**Description of the task**. Would you write out the entries below word for word, omitting the pictures?

Collected data entries
================================

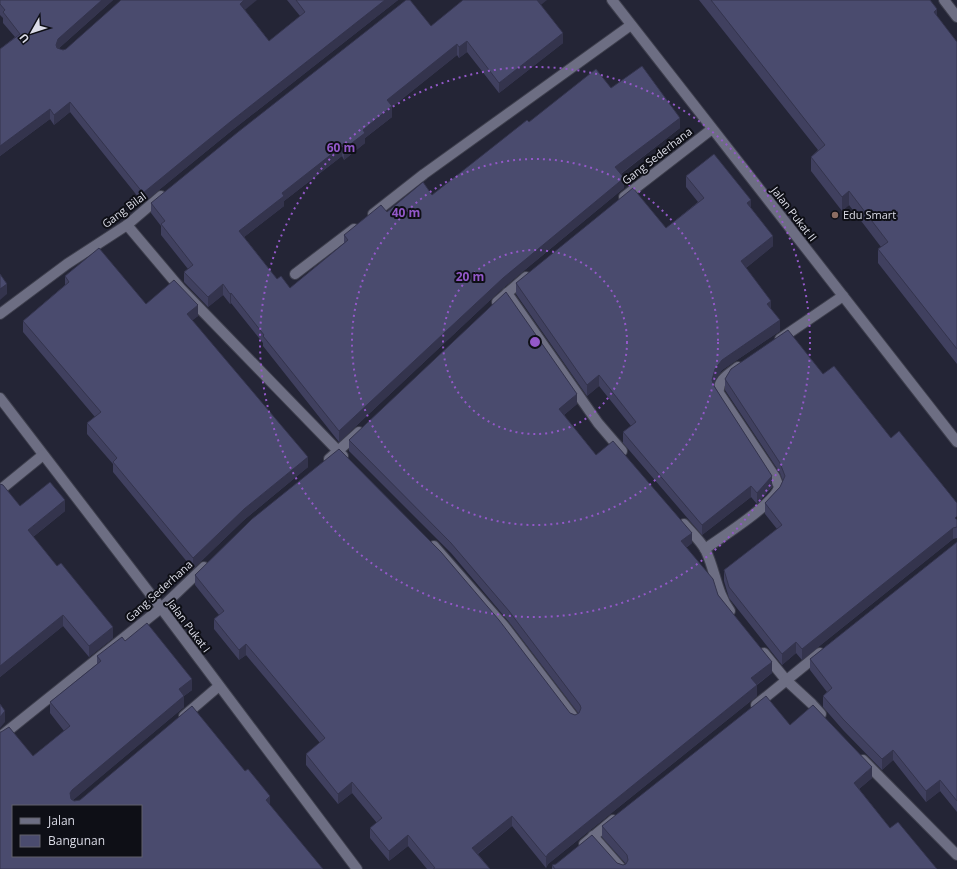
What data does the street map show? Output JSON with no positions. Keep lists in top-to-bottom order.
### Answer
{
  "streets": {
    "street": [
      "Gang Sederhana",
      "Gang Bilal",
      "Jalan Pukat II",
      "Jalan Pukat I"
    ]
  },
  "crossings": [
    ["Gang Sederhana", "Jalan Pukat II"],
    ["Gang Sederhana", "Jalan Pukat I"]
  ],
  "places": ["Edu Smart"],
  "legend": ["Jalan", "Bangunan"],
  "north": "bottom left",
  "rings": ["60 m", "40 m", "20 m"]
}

================================

**Task response**.
What data does the street map show? Output JSON with no positions. Keep lists in top-to-bottom order.
### Answer
{
  "streets": {
    "street": [
      "Gang Sederhana",
      "Gang Bilal",
      "Jalan Pukat II",
      "Jalan Pukat I"
    ]
  },
  "crossings": [
    ["Gang Sederhana", "Jalan Pukat II"],
    ["Gang Sederhana", "Jalan Pukat I"]
  ],
  "places": ["Edu Smart"],
  "legend": ["Jalan", "Bangunan"],
  "north": "bottom left",
  "rings": ["60 m", "40 m", "20 m"]
}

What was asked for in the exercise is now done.